Il y eut d’abord, entre la gare RER La Plaine Stade de France et la rue de la Croix-Faron (où Projet est localisé), ces femmes et ces enfants que l’on croisait, poussant dans leurs caddies des bidons remplis d’eau. Aller-retour vital entre les lieux de (sur)vie et le robinet d’un petit square, le « jardin des droits de l’enfant ». Il y eut ensuite, un matin du début de ce premier hiver en Seine Saint-Denis, une dizaine de cabanes en cartons, tôles et tissus comme sortis du trottoir, à la frontière de Saint-Denis et d’Aubervilliers, tels des champignons. Quelques jours plus tard, plus rien. Ai-je rêvé ? Ces personnes ont-elles été logées ? Ou bien se sont-elles simplement déplacées vers d’autres terrains vagues ? Car, derrière une barricade de chantier, dans une usine en friche ou sous un pont, le marcheur attentif aperçoit des abris de fortune, de vrais bidonvilles – avec leur lot de drames, incendies mortels ou tuberculose, comme rue Campra (lire sur ce site notre entretien avec Antoaneta Popescu, médiatrice Roms à Médecins du Monde), même si une certaine pudeur vis-à-vis de leurs habitants nous fait préférer parfois le mot de « campement ». Le risque est de laisser penser que les Roms 1 qui y vivent sont des gens du voyage, alors qu’il n’en est rien. Ceux qui arrivent depuis quelques années en France, venus de Roumanie, de Bulgarie ou de l’ex-Yougoslavie, étaient sédentaires dans leur propre pays. Extrêmement pauvres, d’où leur départ, mais sédentaires.
En Seine Saint-Denis, pour la majorité d’entre eux, ils viennent de Roumanie. Or depuis le 1er janvier 2007, Roumains et Bulgares sont citoyens européens, jouissant des mêmes droits que n’importe quel citoyen allemand, espagnol, polonais, tchèque ou néerlandais. En France pourtant, la loi ne s’applique pas de la même manière à tous ! Même après l’entrée de ces deux pays d’Europe orientale dans l’Union européenne, la France a continué à mener une politique systématique de renvoi des Roms dans leur pays. Déjà en 2006, parmi les 24 000 expulsés de France, 6000 étaient Roumains et Bulgares 2. Pourtant, la liberté de circuler et de séjourner dans tous les pays de l’Union européenne est théoriquement un droit pour tous ses citoyens. Seule différence juridique pour les ressortissants des pays nouveaux entrants : leur accès à l’emploi est limité à une liste de métiers et soumis à autorisation préfectorale.

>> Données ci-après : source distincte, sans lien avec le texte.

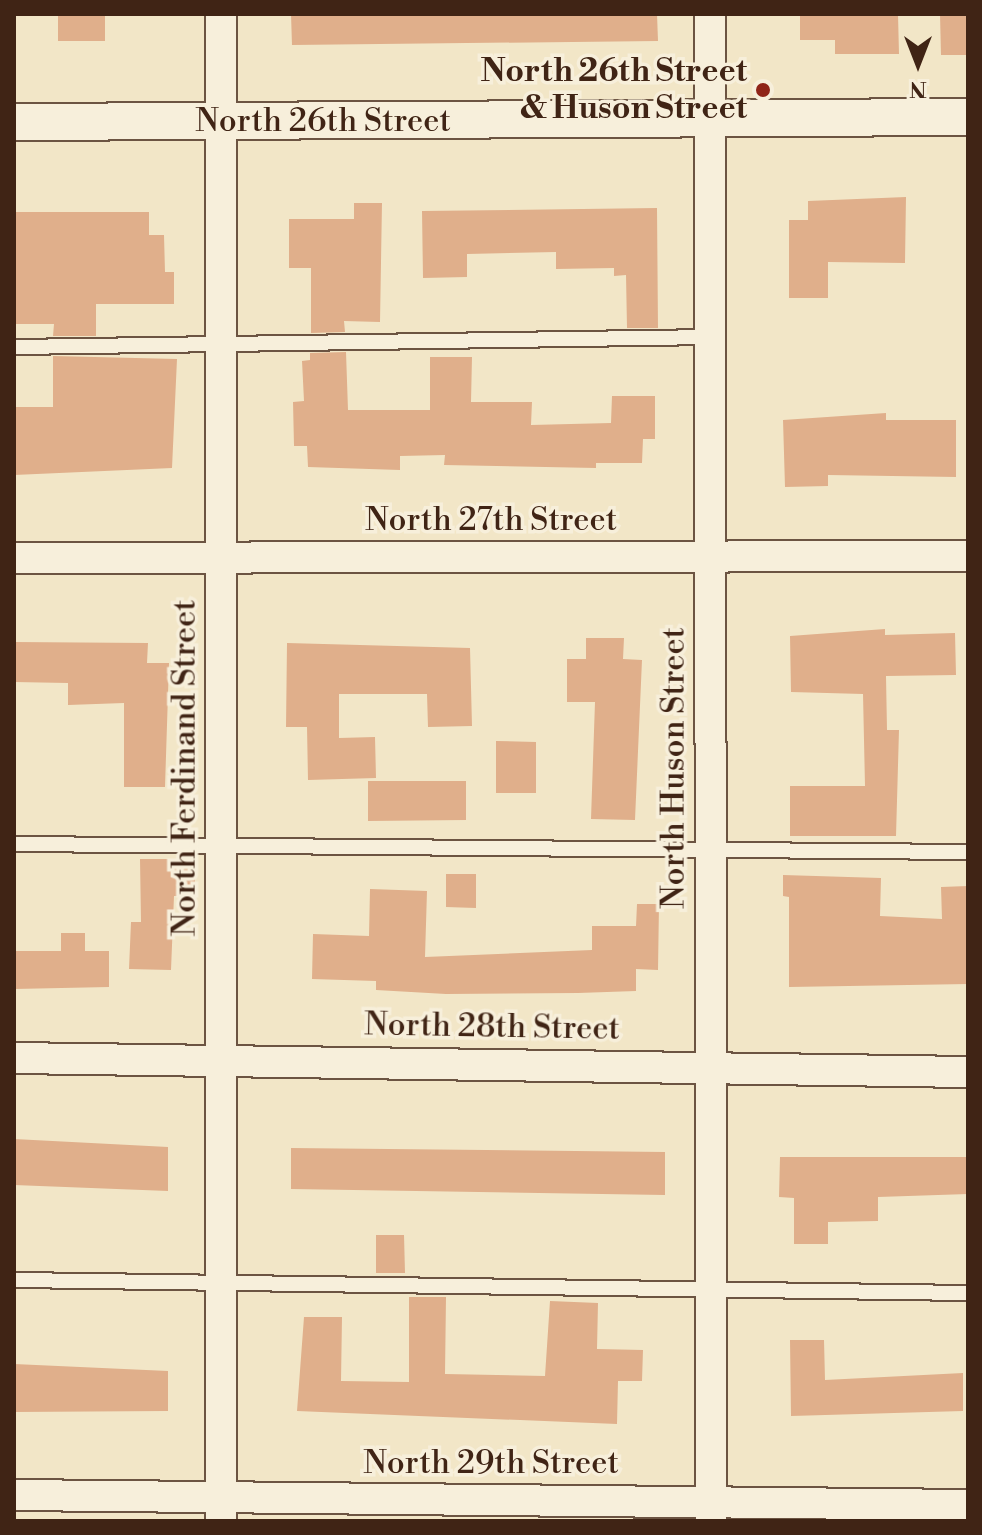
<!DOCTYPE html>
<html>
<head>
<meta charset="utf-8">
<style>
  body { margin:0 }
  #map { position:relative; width:982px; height:1535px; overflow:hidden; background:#f2e6c7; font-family:"Libre Bodoni",serif }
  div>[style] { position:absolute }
  .building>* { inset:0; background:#e0af8b }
  .roads { filter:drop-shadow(2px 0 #6c5442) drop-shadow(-2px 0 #6c5442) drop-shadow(0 2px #6c5442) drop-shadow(0 -2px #6c5442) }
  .service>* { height:14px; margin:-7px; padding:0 7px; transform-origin:7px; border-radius:7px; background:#f7efdb }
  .minor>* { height:30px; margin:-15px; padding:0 15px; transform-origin:15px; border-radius:15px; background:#f7efdb }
  .tertiary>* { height:36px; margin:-18px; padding:0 18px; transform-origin:18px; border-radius:18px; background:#f7efdb }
  .dots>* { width:22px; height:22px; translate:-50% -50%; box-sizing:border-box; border:4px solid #f7efdb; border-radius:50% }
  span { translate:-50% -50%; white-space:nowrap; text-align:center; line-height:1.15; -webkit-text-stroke:7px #f7efdb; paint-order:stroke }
  .poi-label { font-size:32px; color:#402415; font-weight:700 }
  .right { translate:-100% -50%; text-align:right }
  .street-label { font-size:32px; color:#402415 }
  .frame { position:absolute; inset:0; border:16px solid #402415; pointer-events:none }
  .north { position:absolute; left:878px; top:24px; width:80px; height:80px; -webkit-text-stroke:6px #f7efdb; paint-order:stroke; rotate:180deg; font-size:22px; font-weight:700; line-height:32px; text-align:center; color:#402415 }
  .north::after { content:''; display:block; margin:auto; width:28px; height:36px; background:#402415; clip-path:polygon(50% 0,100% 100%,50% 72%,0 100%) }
</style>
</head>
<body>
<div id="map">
  <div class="building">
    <div style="clip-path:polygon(58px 14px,105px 14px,105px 41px,58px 41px)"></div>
    <div style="clip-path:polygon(291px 14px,657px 14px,658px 41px,292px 45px)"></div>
    <div style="clip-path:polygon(800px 14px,898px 14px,899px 54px,835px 54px,835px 40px,800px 40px)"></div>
    <div style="clip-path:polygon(940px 14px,968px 14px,968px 55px,941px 55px)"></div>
    <div style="clip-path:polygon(906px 197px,905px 263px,828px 262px,828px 298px,789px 298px,789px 220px,808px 220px,808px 201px)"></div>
    <div style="clip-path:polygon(354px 203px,382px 203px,380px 322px,344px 321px,345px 332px,311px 333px,311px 268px,289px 268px,289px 219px,354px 219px)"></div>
    <div style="clip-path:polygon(657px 208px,658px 328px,627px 328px,626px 275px,614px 276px,614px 268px,556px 269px,556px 252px,467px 254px,467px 277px,423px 278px,422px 211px)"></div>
    <div style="clip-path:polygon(14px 212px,149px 212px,149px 235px,164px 235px,165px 272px,174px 272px,174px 304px,96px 304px,96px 336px,53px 336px,54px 324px,14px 324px)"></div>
    <div style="clip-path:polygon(346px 352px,348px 410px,430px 410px,430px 357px,472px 357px,471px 402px,532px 402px,531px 425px,611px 423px,612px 396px,655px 396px,655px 439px,643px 439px,642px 463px,596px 463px,596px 468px,444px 465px,445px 455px,400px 456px,400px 470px,308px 467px,307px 446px,294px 446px,293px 402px,304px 401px,302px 361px,310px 360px,310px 353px)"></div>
    <div style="clip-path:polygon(53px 356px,177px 359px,172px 468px,14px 475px,14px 407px,53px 407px)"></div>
    <div style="clip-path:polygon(886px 413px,886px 420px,956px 420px,956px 477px,828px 475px,828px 486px,785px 487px,783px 420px)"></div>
    <div style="clip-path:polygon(885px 629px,885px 635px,955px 633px,956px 675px,886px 676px,887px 730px,899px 730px,896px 836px,790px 836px,790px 786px,865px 786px,863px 694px,791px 692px,790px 636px)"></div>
    <div style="clip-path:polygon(586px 638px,624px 638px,623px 659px,642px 660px,635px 820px,591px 819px,595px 702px,567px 702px,567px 659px,586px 659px)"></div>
    <div style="clip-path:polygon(14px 642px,148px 643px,147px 663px,169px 663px,165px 787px,124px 787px,124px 703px,68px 705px,68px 683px,14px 682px)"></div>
    <div style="clip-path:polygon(287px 643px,470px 648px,472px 726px,428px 727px,427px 694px,339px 694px,339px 738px,375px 737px,376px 778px,308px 780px,307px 727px,286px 727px)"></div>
    <div style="clip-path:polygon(496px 741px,536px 742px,536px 793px,496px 793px)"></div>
    <div style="clip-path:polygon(368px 781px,466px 781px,466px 820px,368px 821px)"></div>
    <div style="clip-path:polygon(140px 859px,195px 859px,195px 896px,174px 896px,171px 970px,129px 969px,131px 922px,141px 922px)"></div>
    <div style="clip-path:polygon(446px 874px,476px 874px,476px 908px,446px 907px)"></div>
    <div style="clip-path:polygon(783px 875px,881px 878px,880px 916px,942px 919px,941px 887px,968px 886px,968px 984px,789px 987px,789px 897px,783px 896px)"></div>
    <div style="clip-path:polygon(370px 889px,427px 891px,425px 957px,592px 950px,592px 926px,636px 926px,637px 904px,659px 904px,658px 970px,636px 969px,636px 991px,578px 993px,446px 994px,376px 990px,376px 981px,312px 979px,313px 934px,369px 936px)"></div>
    <div style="clip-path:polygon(61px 933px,85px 933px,85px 951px,109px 951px,109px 987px,14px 989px,14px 951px,61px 951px)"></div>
    <div style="clip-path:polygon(14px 1139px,168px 1147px,168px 1191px,14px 1185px)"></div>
    <div style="clip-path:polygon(291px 1148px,665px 1152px,665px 1195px,291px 1189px)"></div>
    <div style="clip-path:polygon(780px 1157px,968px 1157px,968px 1194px,878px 1197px,878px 1221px,828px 1222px,828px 1244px,794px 1244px,794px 1198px,779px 1197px)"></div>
    <div style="clip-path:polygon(376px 1235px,404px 1235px,405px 1273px,376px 1273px)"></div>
    <div style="clip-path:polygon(409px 1297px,446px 1297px,445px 1374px,545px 1376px,550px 1301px,598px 1303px,597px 1349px,643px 1350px,642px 1381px,618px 1381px,617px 1424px,297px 1411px,304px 1317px,342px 1317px,341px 1381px,409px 1382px)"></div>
    <div style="clip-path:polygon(790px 1340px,824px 1340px,825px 1380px,963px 1373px,963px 1411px,791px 1416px)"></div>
    <div style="clip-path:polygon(14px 1364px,168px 1371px,168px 1411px,14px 1412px)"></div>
  </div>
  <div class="roads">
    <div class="service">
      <div style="left:14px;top:347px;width:695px;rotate:-0.82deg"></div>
      <div style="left:14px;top:844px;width:954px;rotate:0.48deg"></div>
      <div style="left:14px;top:1280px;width:954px;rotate:0.78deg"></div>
    </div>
    <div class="minor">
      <div style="left:710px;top:14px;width:1507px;rotate:89.96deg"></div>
      <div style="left:14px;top:558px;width:954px;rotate:-0.12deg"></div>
      <div style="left:14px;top:1058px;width:954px;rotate:0.84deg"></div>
      <div style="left:14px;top:1495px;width:954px;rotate:0.6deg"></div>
      <div style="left:221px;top:1521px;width:1507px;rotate:-90deg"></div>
    </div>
    <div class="tertiary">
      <div style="left:14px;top:122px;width:954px;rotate:-0.3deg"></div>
    </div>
  </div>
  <div class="dots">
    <div style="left:763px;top:90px;background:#8f2418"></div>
  </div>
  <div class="poi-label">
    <span class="right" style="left:747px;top:90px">North 26th Street<br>&amp; Huson Street</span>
  </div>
  <div class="street-label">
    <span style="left:323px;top:121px">North 26th Street</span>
    <span style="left:491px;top:520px">North 27th Street</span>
    <span style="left:185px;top:768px;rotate:-90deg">North Ferdinand Street</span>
    <span style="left:674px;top:768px;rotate:-90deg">North Huson Street</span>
    <span style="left:492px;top:1027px;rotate:1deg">North 28th Street</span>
    <span style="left:491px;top:1463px">North 29th Street</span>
  </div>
  <div class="frame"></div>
  <div class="north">N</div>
</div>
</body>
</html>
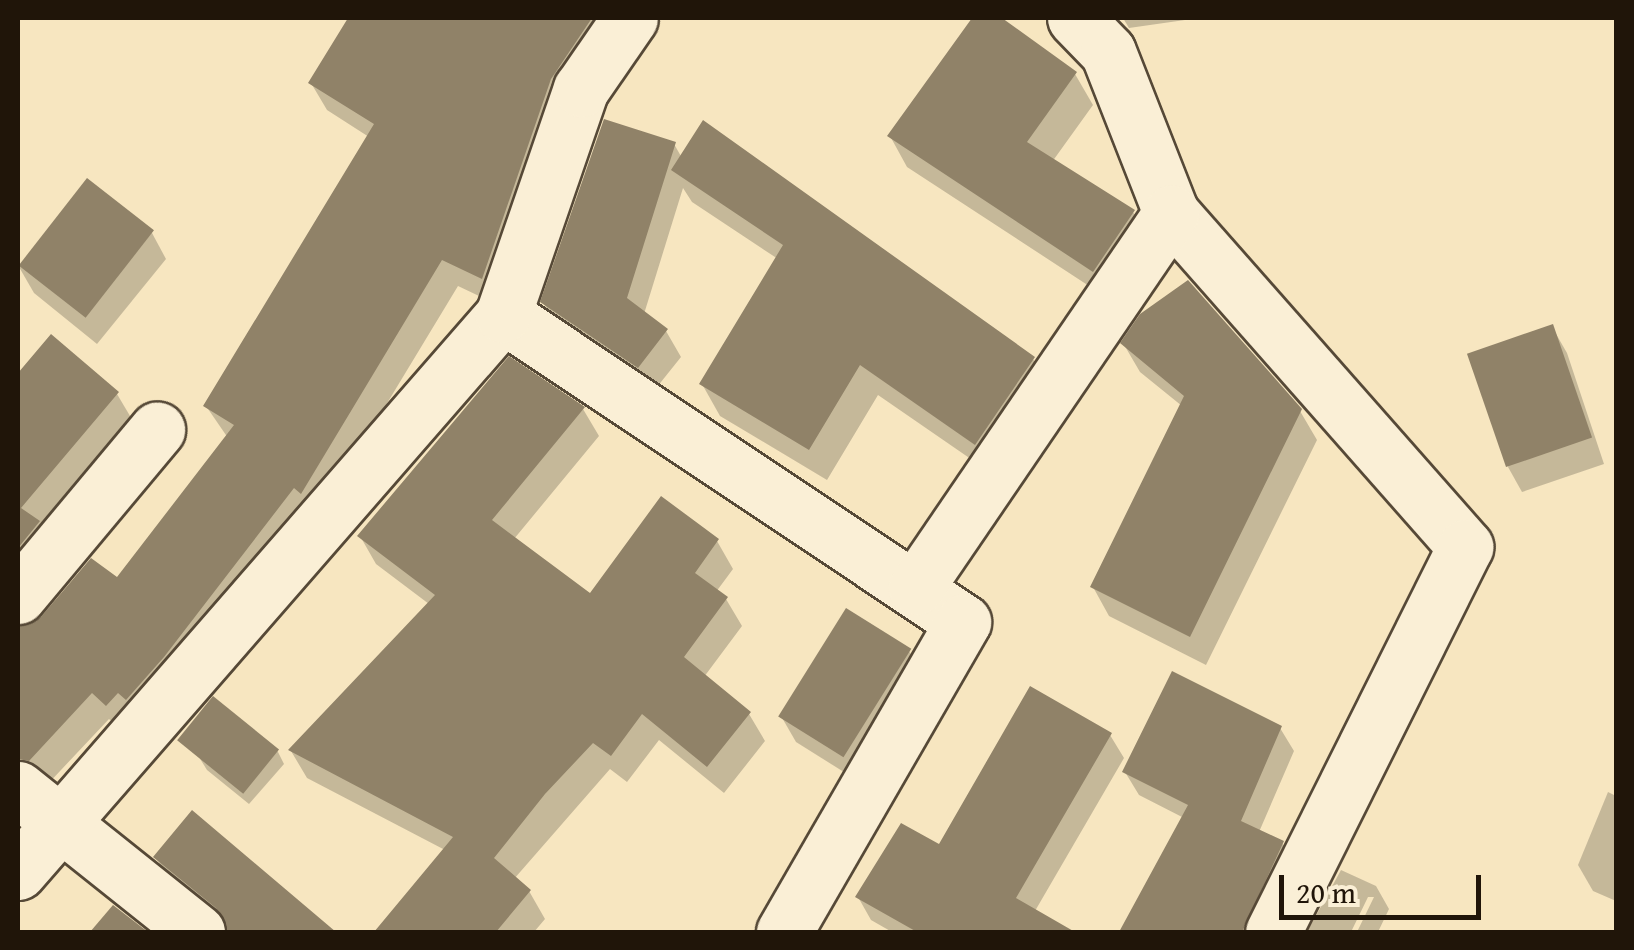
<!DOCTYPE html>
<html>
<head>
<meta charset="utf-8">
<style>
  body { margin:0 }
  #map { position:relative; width:1634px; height:950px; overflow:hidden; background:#f7e6c0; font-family:"Gentium Book Plus",serif }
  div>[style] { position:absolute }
  .shadow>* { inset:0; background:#0003 }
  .building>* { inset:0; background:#908268; transform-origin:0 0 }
  .roads { filter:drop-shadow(2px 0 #564937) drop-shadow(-2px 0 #564937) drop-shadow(0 2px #564937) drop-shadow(0 -2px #564937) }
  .minor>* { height:55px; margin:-27.5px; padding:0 27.5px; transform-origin:27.5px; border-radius:27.5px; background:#faefd6 }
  span { translate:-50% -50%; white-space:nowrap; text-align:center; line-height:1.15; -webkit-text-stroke:10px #faefd6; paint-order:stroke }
  .frame { position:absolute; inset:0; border:20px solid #201509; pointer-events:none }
  .scale { position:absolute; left:1279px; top:875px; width:202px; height:45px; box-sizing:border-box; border:5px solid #201509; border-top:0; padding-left:12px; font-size:30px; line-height:35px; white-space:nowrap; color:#201509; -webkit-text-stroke:8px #faefd6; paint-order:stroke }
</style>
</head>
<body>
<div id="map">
  <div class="shadow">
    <div style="clip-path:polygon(351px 18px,627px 18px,498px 305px,458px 286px,317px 519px,123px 732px,109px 719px,45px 787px,18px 776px,18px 629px,31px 627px,91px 561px,118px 580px,228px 438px,206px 406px,369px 137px,327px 110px,311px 83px)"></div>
    <div style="clip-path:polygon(975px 18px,997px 18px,1075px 74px,1093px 105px,1052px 162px,1133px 212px,1151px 243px,1112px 301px,907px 167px,890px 136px)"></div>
    <div style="clip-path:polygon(1123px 18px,1192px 18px,1192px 19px,1129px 28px)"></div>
    <div style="clip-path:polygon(674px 144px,682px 158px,1033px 359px,1051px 390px,994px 475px,878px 395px,827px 480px,720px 416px,702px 384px,778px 259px,692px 202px,683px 188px,644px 314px,666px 331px,681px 357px,653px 392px,558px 328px,543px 302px)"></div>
    <div style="clip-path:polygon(88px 182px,152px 233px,166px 259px,97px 344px,34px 293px,19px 267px)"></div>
    <div style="clip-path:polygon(1552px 327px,1567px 353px,1604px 464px,1522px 492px,1508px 467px)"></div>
    <div style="clip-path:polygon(51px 338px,117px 394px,133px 421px,18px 598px,18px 377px)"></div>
    <div style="clip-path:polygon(1123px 343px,1300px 411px,1317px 440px,1206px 665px,1109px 616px,1093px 587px,1182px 406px,1140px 372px)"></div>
    <div style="clip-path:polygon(583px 409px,599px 436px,514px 539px,591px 597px,717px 541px,733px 569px,716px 592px,726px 599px,742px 626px,704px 677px,749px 714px,765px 741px,724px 793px,659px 740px,627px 782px,610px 769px,514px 879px,529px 891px,545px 919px,534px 932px,377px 932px,445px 850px,307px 778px,291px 751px,429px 604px,376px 564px,360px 536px)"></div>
    <div style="clip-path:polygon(909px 651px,924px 677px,863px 784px,796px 742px,781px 716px)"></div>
    <div style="clip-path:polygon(1280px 728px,1294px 751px,1259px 832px,1282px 843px,1295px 866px,1262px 932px,1122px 932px,1184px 818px,1139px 795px,1125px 772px)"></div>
    <div style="clip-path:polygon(1110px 735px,1124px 758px,1035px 911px,1070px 932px,892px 932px,871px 920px,858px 897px)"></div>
    <div style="clip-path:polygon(277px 750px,284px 764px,249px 804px,207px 770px,199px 757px)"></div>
    <div style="clip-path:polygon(1608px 792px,1616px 796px,1616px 901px,1593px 891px,1578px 865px)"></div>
    <div style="clip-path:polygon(156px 857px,310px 924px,303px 932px,230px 932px,168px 878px)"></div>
    <div style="clip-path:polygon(1341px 870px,1376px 886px,1389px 909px,1378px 932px,1357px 932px,1374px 897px,1368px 897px,1351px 932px,1307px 932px)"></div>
  </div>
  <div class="building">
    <div style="clip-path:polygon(348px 18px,592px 18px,551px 79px,482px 279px,442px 260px,301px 494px,294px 488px,164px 657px,126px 700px,118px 693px,106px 706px,92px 693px,29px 761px,18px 759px,18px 626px,41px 617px,91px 558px,117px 577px,234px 425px,203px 406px,374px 124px,308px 83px)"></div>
    <div style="clip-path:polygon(972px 18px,1002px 18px,1077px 72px,1027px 142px,1135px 210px,1093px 272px,887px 136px)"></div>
    <div style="clip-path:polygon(604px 119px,676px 142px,627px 298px,668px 329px,638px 368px,540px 302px)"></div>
    <div style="clip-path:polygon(703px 120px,1035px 357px,975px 445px,860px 365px,809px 450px,699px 384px,783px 245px,671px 170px)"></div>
    <div style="left:87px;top:178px;width:85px;height:111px;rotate:38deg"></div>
    <div style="clip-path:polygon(1188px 280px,1302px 409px,1190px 637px,1090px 587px,1184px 396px,1120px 343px,1140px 314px)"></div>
    <div style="left:1553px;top:324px;width:120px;height:91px;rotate:71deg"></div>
    <div style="clip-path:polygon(51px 334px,119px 392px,21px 508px,40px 521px,18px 548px,18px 373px)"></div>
    <div style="clip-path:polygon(509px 356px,585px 407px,492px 520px,590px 593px,661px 496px,719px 539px,695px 573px,728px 597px,684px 657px,751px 712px,707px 767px,642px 714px,611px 756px,593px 743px,545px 794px,494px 858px,531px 890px,496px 932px,374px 932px,453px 837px,288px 750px,435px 595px,357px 536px)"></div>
    <div style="left:846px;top:608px;width:77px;height:128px;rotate:32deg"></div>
    <div style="clip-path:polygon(1172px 671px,1282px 726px,1241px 821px,1284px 841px,1242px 932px,1119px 932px,1188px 805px,1122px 772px)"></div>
    <div style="clip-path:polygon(1030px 686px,1112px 733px,1016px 898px,1075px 932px,917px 932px,855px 897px,901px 823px,939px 844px)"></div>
    <div style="left:213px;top:696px;width:85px;height:57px;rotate:39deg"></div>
    <div style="clip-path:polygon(192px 810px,336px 932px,228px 932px,216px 908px,153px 857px)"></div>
    <div style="clip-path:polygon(113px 905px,148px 932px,90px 932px)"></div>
  </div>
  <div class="roads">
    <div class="minor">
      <div style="left:1075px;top:18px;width:47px;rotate:45.9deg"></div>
      <div style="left:1108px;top:52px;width:173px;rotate:68.6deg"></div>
      <div style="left:1171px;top:213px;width:445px;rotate:48.6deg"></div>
      <div style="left:1465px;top:547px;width:430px;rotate:116.5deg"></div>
      <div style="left:503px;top:315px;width:553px;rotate:33.72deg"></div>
      <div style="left:963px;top:622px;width:358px;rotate:120deg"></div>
      <div style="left:916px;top:587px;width:453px;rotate:-55.7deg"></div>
      <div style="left:18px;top:596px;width:217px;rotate:-50.1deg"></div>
      <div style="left:18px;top:789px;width:229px;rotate:38.6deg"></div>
      <div style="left:18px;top:872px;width:739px;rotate:-48.95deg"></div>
      <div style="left:503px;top:315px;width:239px;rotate:-71deg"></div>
      <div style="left:581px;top:89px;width:86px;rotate:-55.4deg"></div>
    </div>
  </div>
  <div class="frame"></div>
  <div class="scale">20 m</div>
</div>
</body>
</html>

Une circulaire du ministère de l’Intérieur détaille l’application du droit communautaire aux ressortissants roumains et bulgares et précise qu’en France, en deçà de trois mois de séjour, leur droit de circuler et de séjourner peut être limité dans deux cas : menace pour l’ordre public, charge excessive pour le système d’assistance sociale français. Au-delà de trois mois, ils doivent disposer d’un emploi ou de moyens d’existence suffisants.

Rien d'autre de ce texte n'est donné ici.